Non-GMO soybean pricing; Uruguay sorghum exports; Grain prices update

China aims to become pricing center for international non-GMO soybean trade

Last week, China’s security regulator approved listing of options on the Dalian No.1 soybean futures contract which represents domestic non-GMO soybeans.

While the derivatives will be useful for financial companies designing hedging products for farmers, state media is also touting their role in helping China becoming a pricing center for global trade in non-GMO soybeans.

In a Thursday editorial, Economic Times reiterated a long-held complaint from crushing industry that global soybean price discovery takes place in Chicago despite China being the largest importer and Brazil being the largest producer.

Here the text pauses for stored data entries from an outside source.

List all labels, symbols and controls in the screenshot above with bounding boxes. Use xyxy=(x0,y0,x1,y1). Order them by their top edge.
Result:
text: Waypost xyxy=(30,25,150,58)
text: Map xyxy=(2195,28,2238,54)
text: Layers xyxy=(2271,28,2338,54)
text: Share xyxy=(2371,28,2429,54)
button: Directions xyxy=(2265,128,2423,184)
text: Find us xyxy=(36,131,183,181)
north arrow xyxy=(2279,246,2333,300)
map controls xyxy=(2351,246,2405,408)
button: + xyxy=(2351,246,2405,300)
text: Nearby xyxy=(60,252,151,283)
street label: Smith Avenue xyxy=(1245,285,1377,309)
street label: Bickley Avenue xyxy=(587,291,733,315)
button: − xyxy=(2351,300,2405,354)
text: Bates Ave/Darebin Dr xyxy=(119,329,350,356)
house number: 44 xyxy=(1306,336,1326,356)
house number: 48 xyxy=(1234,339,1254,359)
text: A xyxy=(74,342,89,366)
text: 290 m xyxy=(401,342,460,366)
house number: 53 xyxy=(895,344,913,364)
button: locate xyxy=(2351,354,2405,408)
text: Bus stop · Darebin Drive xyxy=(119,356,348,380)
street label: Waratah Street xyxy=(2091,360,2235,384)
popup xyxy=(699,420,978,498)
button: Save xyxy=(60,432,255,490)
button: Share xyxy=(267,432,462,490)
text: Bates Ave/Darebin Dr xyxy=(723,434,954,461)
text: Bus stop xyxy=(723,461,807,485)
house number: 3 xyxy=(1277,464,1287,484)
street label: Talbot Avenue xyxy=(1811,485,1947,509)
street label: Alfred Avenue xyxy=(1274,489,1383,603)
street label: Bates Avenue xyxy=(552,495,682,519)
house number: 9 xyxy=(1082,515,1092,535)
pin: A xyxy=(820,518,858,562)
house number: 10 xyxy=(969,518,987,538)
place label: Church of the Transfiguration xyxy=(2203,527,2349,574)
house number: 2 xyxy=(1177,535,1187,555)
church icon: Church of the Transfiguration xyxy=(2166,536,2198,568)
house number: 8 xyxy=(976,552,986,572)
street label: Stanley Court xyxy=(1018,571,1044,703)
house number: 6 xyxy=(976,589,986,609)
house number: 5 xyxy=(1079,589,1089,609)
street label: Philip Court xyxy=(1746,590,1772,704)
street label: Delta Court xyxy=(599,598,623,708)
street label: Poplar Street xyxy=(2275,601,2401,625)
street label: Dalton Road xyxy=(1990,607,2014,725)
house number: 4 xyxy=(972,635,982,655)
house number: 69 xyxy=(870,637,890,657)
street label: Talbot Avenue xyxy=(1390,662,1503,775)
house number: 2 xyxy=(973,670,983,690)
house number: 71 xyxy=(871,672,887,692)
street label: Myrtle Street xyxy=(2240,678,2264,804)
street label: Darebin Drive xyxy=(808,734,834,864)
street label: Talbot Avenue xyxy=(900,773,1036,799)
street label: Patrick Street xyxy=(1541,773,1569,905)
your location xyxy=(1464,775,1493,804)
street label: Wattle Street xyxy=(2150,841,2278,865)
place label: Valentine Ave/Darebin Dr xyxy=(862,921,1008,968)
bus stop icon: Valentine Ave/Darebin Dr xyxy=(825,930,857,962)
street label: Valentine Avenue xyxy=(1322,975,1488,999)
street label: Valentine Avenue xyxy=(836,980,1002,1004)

Distrust of foreign futures contracts dates back nearly two decades to 2004 when nearly 70% of local crushers collapsed due to unhedged trades and foreign firms took over a large amount of the country’s crushing capacity.

The editorial further noted that China should expand its import sources of non-GMO soybeans along Belt and Road countries including Russia, Ukraine, Kazakhstan, and African countries. As part of this trade, the Dalian’s futures contract should be the pricing center.

Despite these ambitions to be a global pricing center for non-GMO soybeans, the No.1 soybean contract is not currently accessible for foreign traders. Dalian has some market such as palm oil and iron ore which can be accessed through overseas intermediary brokers. In 2019, the exchange said it intended to open soybean complex futures to international trade, however this has not occurred yet.

Uruguay and China in agreement for sorghum protocol

Uruguay’s government said that it has completed a phytosanitary agreement that would allow sorghum to be exported to China.

The negotiations began in 2018 and Uruguay’s Foreign Ministry reported that the two sides have agreed to the protocol although it still needs to be signed. After signing, Uruguay will submit a list of authorized exporters for China’s approval.

China’s sorghum imports remain dominated by the US, although there are smaller volumes imported from Argentina and Australia. In 2021, the US accounted for 70% of imports, followed by Argentina at 19%, and Australia at 11%.

Uruguay seems unlikely to steal any major market share from established players as the production estimate for 2022/23 is only 120k tons. Production has been as high as 373k tons in 2011/12. Prices and production could increase once the country is able to ship to the world’s largest sorghum importer.